## Data for review

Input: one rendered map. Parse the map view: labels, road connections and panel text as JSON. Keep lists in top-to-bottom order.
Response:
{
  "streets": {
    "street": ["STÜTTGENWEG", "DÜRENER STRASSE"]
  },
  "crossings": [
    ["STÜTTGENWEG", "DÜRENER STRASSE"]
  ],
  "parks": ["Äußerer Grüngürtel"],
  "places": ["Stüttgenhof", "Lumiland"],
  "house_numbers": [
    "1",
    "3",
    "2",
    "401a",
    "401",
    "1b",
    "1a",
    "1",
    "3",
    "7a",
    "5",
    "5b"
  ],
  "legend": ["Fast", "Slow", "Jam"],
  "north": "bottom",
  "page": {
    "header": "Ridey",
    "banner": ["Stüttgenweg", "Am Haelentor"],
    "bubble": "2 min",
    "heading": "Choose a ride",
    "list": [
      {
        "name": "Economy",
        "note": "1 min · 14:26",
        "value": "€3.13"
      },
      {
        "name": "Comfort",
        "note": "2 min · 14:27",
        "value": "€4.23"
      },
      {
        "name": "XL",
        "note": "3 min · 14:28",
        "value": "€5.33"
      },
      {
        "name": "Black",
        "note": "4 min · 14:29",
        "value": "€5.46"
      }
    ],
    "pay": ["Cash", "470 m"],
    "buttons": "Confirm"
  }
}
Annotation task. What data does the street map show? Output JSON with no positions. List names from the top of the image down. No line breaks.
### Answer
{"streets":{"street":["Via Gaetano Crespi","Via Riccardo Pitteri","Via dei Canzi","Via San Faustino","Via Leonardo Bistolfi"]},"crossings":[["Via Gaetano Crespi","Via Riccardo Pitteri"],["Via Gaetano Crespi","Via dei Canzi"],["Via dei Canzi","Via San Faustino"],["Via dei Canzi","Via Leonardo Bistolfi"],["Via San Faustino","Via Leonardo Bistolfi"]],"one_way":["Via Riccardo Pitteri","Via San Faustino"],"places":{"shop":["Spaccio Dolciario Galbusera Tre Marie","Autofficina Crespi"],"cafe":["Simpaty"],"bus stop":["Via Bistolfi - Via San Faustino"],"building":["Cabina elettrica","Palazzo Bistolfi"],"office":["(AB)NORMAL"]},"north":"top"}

## Work task
Copy each line above containing the string "value".

## Response area
        "value": "€3.13"
        "value": "€4.23"
        "value": "€5.33"
        "value": "€5.46"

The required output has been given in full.